Grushenka Turns Final

GrushenkaI lost my beloved German shepherd Grushenka a couple of weeks ago, the family having made the decision to end what increasingly seemed like a hopeless string of hospital visits, unwelcomed medications and transfusions.   She was only seven or eight years old, much too brief a lifetime; at least too soon to say goodbye to that extraordinary, powerful spirit of hers.   We were all so blessed with her presence, and now, out of that sadness arises gratitude for all the joy and complexity she brought to those around her.

Certainly, none of us get out of this life alive, and I’m sure most of my readers have had many losses in their lives.     Nearly all pilots have known fellow pilots, as well as friends and family, who have “gone west.”    Death seems to come in waves, and I’m all too rapidly approaching the age my parents reached when their friends and family members seemed to die off one after another.    I talked to my father about how hard it must have been for him, outliving so many of them.  He was a very sensitive and emotional man, but after a while he became inured to it.   I remember when he heard the news about one of his friend’s passing, he just mildly shrugged, said a brief “hmm,” and went about his business.   At some point, I suppose, it all becomes too much.

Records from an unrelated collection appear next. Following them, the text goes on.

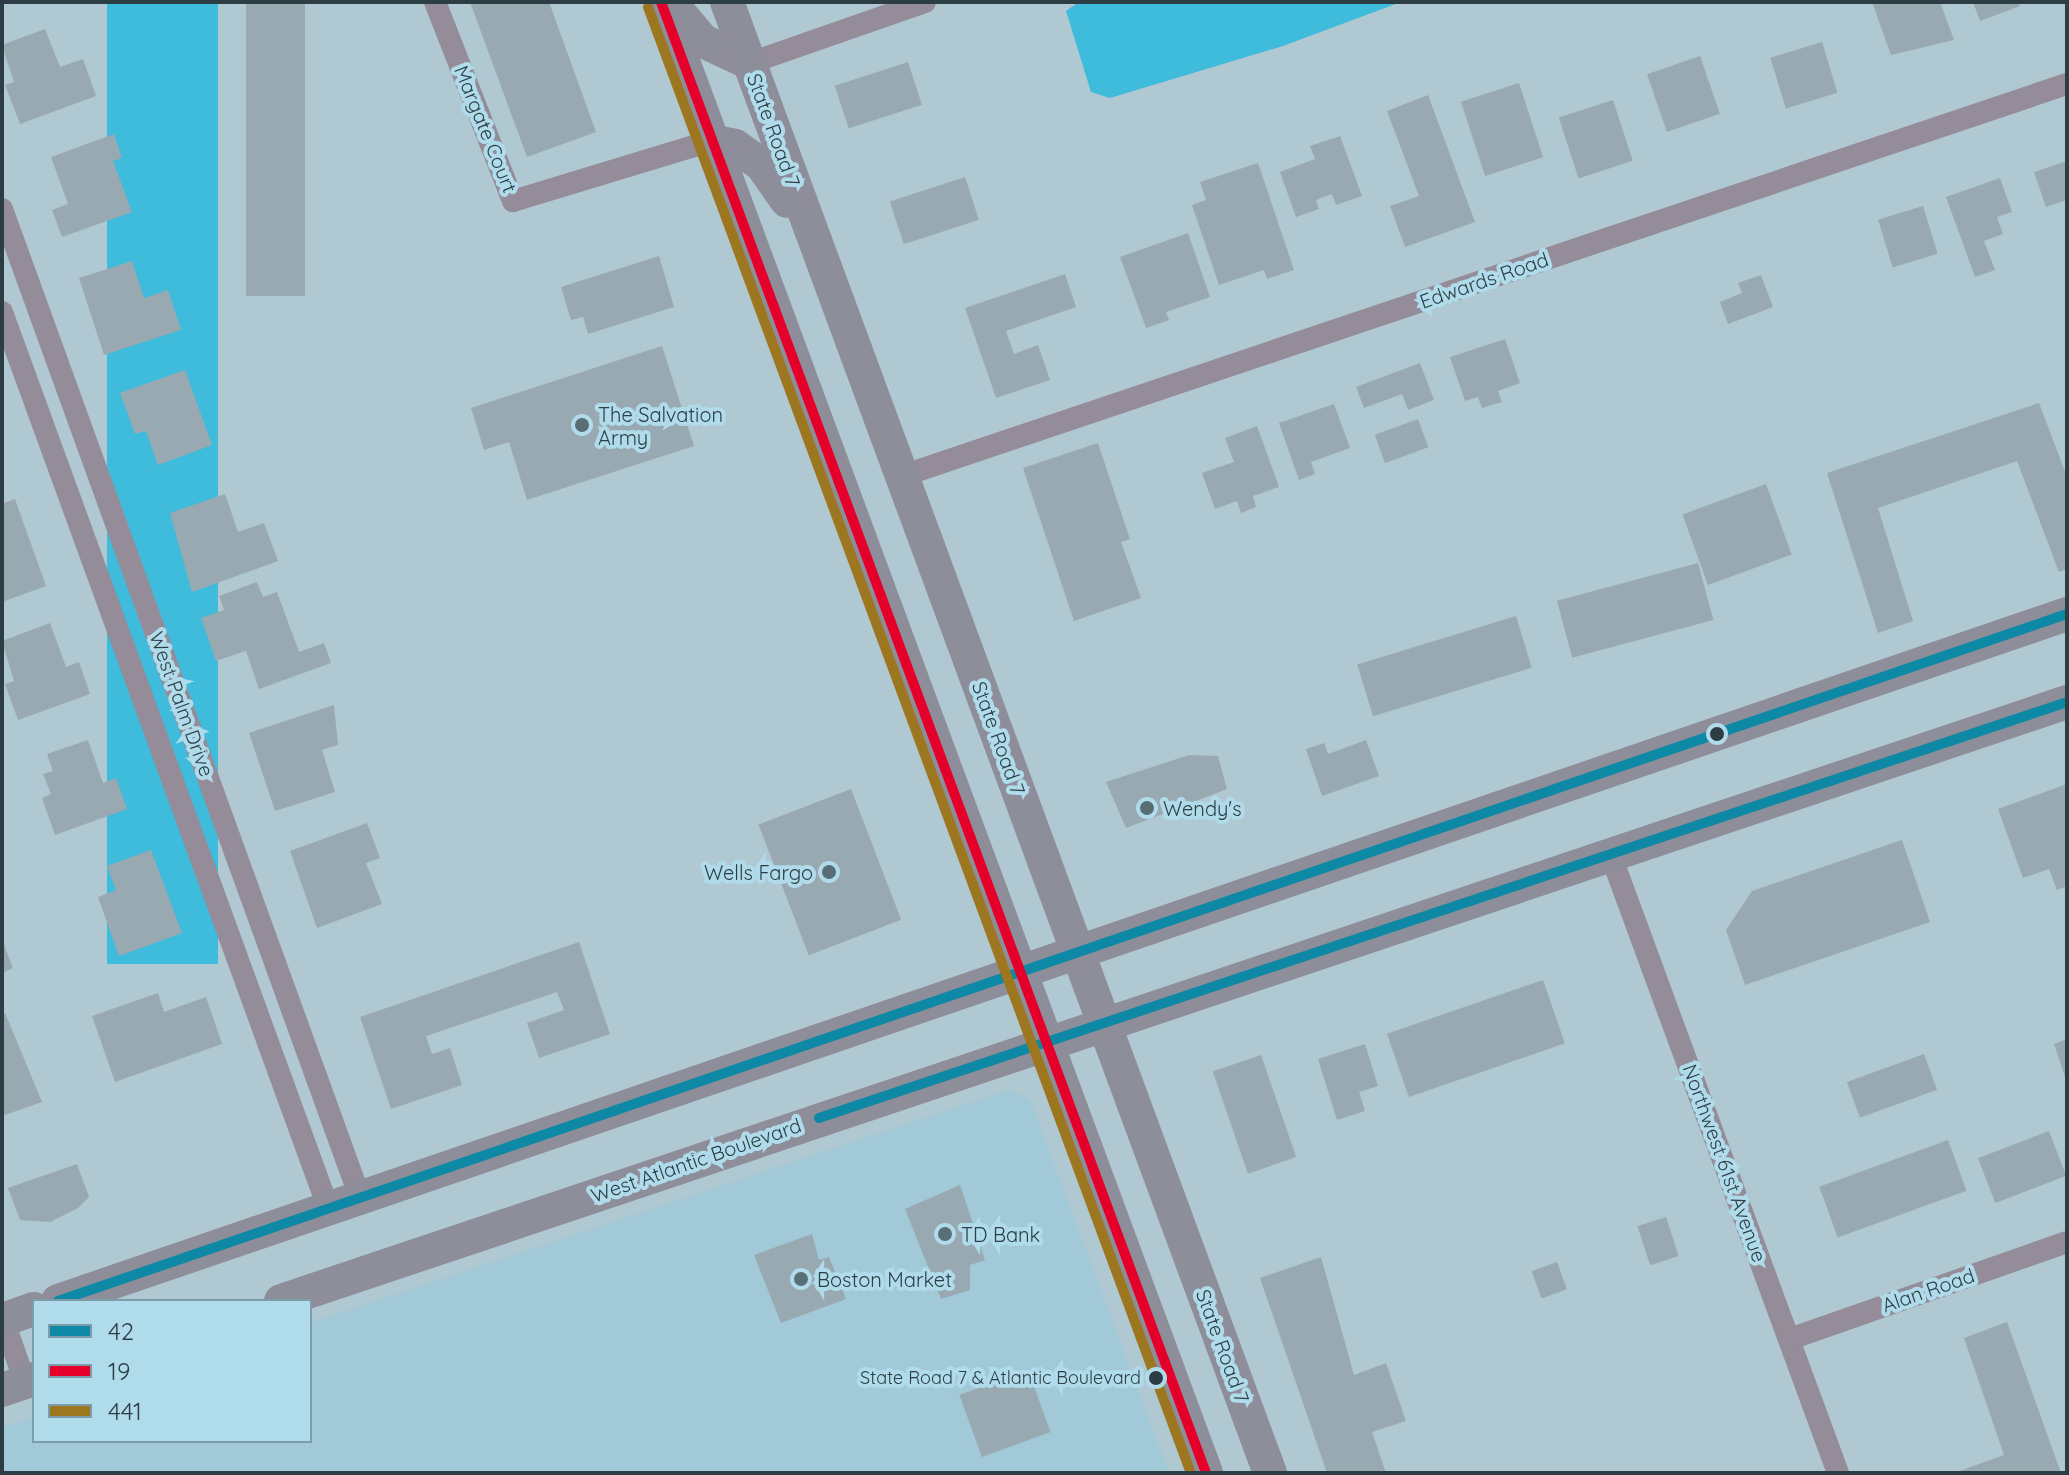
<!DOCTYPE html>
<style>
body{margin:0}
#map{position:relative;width:2069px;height:1475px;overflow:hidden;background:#b0c8d1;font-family:Quicksand,sans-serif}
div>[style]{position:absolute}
.built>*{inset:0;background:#a1c9d7}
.water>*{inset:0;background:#3fbbdc;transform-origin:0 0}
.building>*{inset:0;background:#98a9b2;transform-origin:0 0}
.minor>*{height:22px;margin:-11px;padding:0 11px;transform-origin:11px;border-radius:11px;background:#948c98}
.primary>*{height:34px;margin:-17px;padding:0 17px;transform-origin:17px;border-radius:17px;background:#8e8d9a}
.bus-1>*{height:10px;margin:-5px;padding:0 5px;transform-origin:5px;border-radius:5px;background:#0d89a5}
.bus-2>*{height:10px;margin:-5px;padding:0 5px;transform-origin:5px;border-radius:5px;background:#e4002b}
.bus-3>*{height:10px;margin:-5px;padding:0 5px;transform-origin:5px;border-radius:5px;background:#9c771f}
.dots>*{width:22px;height:22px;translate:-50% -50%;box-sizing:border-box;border:4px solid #b0dbeb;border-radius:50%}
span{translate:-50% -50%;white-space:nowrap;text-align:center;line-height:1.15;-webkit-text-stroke:8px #b0dbeb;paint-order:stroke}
.bus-label{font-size:18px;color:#2c3e44}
.right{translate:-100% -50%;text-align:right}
.street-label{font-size:20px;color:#2c3e44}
.poi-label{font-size:20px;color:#2c3e44}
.left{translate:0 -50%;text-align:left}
.frame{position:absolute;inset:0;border:4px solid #2c3e44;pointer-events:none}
.legend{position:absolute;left:32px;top:1299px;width:280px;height:144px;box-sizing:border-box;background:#b0dbeb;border:2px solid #7b9ca8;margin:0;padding:10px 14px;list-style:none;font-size:24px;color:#2c3e44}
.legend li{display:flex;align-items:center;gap:16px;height:40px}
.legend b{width:40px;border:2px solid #7b9ca8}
</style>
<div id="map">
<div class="built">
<i style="clip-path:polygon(1009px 1090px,1030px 1099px,1169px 1473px,2px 1473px,2px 1428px,34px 1417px,34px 1441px,310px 1441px,310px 1323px)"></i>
</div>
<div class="water">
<i style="left:107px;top:2px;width:111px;height:962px"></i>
<i style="clip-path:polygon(1079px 2px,1401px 2px,1283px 46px,1110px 98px,1091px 92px,1066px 11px)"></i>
</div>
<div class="building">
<i style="left:246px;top:2px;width:59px;height:294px"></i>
<i style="clip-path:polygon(470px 2px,549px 2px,596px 132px,527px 157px)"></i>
<i style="clip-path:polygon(1872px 2px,1940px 2px,1954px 40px,1891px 55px)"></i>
<i style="clip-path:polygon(1973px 2px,2018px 2px,2020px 6px,1980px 21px)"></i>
<i style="clip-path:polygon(45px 29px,60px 67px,83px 59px,96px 96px,20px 124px,5px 85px,14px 82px,2px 45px)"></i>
<i style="left:1822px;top:42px;width:53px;height:54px;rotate:73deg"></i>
<i style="left:1700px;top:56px;width:61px;height:56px;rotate:71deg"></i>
<i style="left:908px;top:62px;width:45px;height:77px;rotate:72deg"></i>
<i style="left:1519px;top:83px;width:78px;height:61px;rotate:72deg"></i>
<i style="clip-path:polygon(1428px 95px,1475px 222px,1405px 247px,1390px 206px,1419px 196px,1387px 111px)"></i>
<i style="left:1613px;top:100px;width:64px;height:57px;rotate:72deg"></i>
<i style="clip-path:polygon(114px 134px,122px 158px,113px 161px,132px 212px,62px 237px,52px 210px,68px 204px,51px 157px)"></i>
<i style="clip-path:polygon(1340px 136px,1362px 196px,1336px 205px,1332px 194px,1316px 200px,1319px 209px,1296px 217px,1280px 172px,1315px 159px,1310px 146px)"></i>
<i style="clip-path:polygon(2067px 161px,2067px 200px,2046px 207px,2034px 172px)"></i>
<i style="clip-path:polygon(1258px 163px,1294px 270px,1267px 279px,1264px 270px,1219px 285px,1192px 205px,1206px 200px,1200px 182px)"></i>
<i style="left:965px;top:177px;width:45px;height:79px;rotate:72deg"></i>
<i style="clip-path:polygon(2000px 178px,2012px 212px,1997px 217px,2003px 234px,1984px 241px,1995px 270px,1975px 277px,1946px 197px)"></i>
<i style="left:1923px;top:206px;width:50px;height:47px;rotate:73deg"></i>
<i style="clip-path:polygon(1188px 233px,1210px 297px,1166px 312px,1169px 320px,1146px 328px,1120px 257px)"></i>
<i style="clip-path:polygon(659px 256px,674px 307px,588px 334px,583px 317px,571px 320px,561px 287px)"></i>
<i style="clip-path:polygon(132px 261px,144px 298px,168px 290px,181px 330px,104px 355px,79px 278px)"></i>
<i style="clip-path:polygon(1065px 274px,1076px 307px,1006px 331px,1014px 354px,1038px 345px,1050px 380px,996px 398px,965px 308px)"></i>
<i style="clip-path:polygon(1761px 275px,1773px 307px,1728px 324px,1720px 302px,1742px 293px,1738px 283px)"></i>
<i style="clip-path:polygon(1505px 339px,1520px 383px,1498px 391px,1502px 402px,1482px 408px,1478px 397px,1465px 401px,1450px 357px)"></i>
<i style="clip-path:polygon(662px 346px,694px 446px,527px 500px,509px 442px,484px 450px,471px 408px)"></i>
<i style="clip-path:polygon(1420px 363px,1434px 400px,1408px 410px,1402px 394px,1364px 408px,1356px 387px)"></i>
<i style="clip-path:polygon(185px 370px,212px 445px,158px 465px,146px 431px,135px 434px,120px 393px)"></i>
<i style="clip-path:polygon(2039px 403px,2067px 477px,2067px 569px,2059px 572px,2017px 461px,1878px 508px,1913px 621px,1878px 633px,1827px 473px)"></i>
<i style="clip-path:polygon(1334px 404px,1350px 448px,1311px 462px,1315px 474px,1299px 480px,1279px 423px)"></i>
<i style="left:1418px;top:419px;width:30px;height:46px;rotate:70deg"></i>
<i style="clip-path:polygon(1257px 426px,1279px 487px,1253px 496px,1256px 507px,1241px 513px,1237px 501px,1215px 509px,1202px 473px,1234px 462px,1225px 438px)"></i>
<i style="clip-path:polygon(1098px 443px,1130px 539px,1121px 542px,1141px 598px,1074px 621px,1023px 468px)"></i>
<i style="left:1766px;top:484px;width:75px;height:89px;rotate:70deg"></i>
<i style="clip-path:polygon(225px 494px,238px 532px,264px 523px,278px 561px,192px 592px,170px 513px)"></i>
<i style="clip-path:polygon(15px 499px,46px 586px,2px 602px,2px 504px)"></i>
<i style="left:1698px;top:563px;width:59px;height:146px;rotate:75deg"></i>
<i style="clip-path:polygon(257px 582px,263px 597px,277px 592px,299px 652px,324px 643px,331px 663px,259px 689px,246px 651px,216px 661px,201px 618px,224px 610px,219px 596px)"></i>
<i style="left:1516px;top:616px;width:54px;height:166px;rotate:73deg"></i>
<i style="clip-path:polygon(50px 623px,66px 667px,79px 662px,90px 694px,18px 720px,5px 684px,14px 681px,2px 641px)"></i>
<i style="clip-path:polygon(334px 705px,338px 745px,322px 750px,335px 792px,275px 811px,249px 733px)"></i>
<i style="clip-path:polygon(88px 740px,103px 783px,116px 778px,127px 809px,55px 835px,42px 798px,51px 794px,43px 774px,53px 771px,47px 754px)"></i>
<i style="clip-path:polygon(1366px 740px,1379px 776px,1322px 796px,1306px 749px,1324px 743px,1328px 754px)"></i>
<i style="clip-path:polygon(1189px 755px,1218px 756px,1227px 789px,1126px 828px,1106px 782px)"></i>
<i style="clip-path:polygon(2067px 784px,2067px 886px,2057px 890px,2049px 869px,2023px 878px,1998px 809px)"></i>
<i style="left:851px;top:789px;width:140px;height:99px;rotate:69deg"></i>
<i style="clip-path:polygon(367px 823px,380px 858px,366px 863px,382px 904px,317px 928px,290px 851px)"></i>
<i style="clip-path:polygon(1902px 840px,1930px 922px,1745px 985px,1726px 930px,1752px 891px)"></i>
<i style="clip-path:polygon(151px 850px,182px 933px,119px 956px,98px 897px,116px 890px,107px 866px)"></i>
<i style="clip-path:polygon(2px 940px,13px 968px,2px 973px)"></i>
<i style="clip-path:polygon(579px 942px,610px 1034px,539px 1058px,527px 1023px,564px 1010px,557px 992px,426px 1036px,432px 1054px,450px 1048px,462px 1085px,391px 1109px,360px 1017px)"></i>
<i style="left:1543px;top:980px;width:67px;height:165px;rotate:71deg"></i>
<i style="clip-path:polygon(158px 993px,164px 1012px,206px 997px,222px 1044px,115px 1082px,92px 1016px)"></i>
<i style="clip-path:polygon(5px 1013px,42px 1102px,2px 1116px,2px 1014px)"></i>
<i style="clip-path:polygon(2067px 1039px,2067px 1080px,2066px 1080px,2054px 1044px)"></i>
<i style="clip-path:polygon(1365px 1044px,1378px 1086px,1359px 1092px,1365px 1111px,1337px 1120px,1318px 1059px)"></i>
<i style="left:1924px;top:1054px;width:38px;height:82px;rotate:70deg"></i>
<i style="left:1261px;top:1055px;width:108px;height:51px;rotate:71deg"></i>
<i style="left:2049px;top:1131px;width:48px;height:76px;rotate:69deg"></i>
<i style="left:1948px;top:1140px;width:54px;height:137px;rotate:70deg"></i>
<i style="clip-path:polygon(77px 1164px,89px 1197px,78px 1208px,50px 1222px,20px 1220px,8px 1188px)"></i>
<i style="clip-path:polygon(960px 1185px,985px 1260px,970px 1265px,970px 1290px,941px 1299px,905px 1209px)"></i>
<i style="left:1666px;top:1217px;width:41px;height:30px;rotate:72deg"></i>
<i style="clip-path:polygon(812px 1234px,819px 1260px,829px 1257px,846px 1299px,781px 1323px,754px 1255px)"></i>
<i style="clip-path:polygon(1321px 1257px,1354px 1375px,1386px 1363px,1406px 1421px,1372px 1432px,1386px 1473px,1327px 1473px,1260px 1278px)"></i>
<i style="left:1557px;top:1262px;width:29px;height:27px;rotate:70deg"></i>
<i style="clip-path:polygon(2007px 1322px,2061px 1473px,1954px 1473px,2004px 1455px,1964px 1338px)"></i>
<i style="left:1028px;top:1370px;width:66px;height:73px;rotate:70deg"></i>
</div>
<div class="minor">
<i style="left:435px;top:2px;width:214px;rotate:68.6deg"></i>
<i style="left:513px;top:201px;width:206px;rotate:-16.9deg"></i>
<i style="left:750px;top:63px;width:185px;rotate:-19.2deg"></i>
<i style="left:2px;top:209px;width:1054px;rotate:70.09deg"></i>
<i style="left:2px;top:312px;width:956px;rotate:69.99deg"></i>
<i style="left:902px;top:476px;width:1229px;rotate:-18.6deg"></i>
<i style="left:1610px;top:853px;width:661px;rotate:69.81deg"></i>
<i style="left:2px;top:1316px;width:70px;rotate:70.8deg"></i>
<i style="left:1790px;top:1339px;width:293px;rotate:-19.3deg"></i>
</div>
<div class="primary">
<i style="left:661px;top:2px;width:1569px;rotate:69.67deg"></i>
<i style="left:670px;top:2px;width:51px;rotate:49.8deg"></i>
<i style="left:703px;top:41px;width:52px;rotate:25.1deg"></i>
<i style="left:727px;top:2px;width:1568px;rotate:69.74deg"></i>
<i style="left:710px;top:141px;width:25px;rotate:11deg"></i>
<i style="left:735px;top:146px;width:32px;rotate:35deg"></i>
<i style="left:761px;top:164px;width:45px;rotate:54.9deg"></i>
<i style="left:58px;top:1301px;width:2123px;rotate:-18.88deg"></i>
<i style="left:281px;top:1301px;width:1884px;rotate:-18.54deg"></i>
<i style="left:2px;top:1320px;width:34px;rotate:-19deg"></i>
<i style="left:2px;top:1390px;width:34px;rotate:-19deg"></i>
</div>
<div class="bus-1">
<i style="left:819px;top:1118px;width:1316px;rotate:-18.43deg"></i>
<i style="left:58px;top:1301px;width:2123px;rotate:-18.88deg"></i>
</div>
<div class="bus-2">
<i style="left:661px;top:2px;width:1569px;rotate:69.67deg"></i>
</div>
<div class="bus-3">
<i style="left:648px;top:7px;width:1563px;rotate:69.68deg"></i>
</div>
<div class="dots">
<i style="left:582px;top:425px;background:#5a6e75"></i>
<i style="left:1717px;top:734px;background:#2c3e44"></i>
<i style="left:1147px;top:808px;background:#5a6e75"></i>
<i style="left:829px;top:872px;background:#5a6e75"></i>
<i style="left:945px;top:1234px;background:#5a6e75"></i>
<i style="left:801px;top:1279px;background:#5a6e75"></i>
<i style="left:1156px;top:1378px;background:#2c3e44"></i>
</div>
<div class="bus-label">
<span class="right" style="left:1141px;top:1378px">State Road 7 &amp; Atlantic Boulevard</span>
</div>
<div class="street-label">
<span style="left:486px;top:129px;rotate:68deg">Margate Court</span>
<span style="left:774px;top:130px;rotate:70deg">State Road 7</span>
<span style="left:1484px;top:280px;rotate:-19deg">Edwards Road</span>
<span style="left:182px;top:704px;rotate:70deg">West Palm Drive</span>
<span style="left:999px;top:738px;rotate:70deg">State Road 7</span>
<span style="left:696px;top:1160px;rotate:-19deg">West Atlantic Boulevard</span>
<span style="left:1725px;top:1163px;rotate:70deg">Northwest 61st Avenue</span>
<span style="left:1928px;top:1290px;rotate:-19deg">Alan Road</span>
<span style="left:1223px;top:1346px;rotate:70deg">State Road 7</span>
</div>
<div class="poi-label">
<span class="left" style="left:598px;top:426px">The Salvation<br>Army</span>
<span class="left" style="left:1163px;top:808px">Wendy's</span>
<span class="right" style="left:813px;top:872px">Wells Fargo</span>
<span class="left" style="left:961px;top:1234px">TD Bank</span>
<span class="left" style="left:817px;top:1279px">Boston Market</span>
</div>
<div class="frame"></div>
<ul class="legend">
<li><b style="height:10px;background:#0d89a5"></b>42</li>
<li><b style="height:10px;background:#e4002b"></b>19</li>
<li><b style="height:10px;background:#9c771f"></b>441</li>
</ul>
</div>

There is no way to truly understand death, at least not scientifically.   Science can explain certain aspects of it, but science is ill-equipped to handle the big questions, especially those having to do with consciousness, and what happened before and what happens afterward.  All we really have to understand death are narratives and metaphors.

Sometimes I think about life as if it were the rectangular pattern around an airport.   Grushenka was a rescue dog, so I have no idea how she entered the pattern.  She had a rough upwind leg, struggling with two TPLO (knee joint) implants, but she recovered well, and eventually had a smooth downwind leg, carefree with the wind at her back.

Turning base, she somehow developed an autoimmune disorder, and her red blood cells were constantly being attacked.  For a while, there was some hope, with steroids and transfusions, and she was fighting the crosswinds well.  But eventually, turning final, the headwinds were too much for her, and she seemed to be giving up the fight.   Her landing was forced, as a pilot might say, but the euthanasia, surrounded by her doting family on the spot where she stood guard over the house, made it a good one.  Sadly, this was the one she couldn’t walk away from.

 

 

6 thoughts on “Grushenka Turns Final

  1. Maybe she couldn’t walk away from it but she made a soft landing surrounded with love. This is the landing that I hope for. Thank you for sharing.

  2. Ira, I feel for you… Each time I have to say goodbye to one of our many animals… even a chicken or a pig, there are so many feelings that are just so hard to explain. But the dogs are the hardest. We lost one a year or so ago and she went on her own time. Having to make the call and put an end to it on their behalf must be such a difficult thing. So my heart goes out to all of you who loved her so much. Blessing to you all and thanks for sharing your thoughts so well.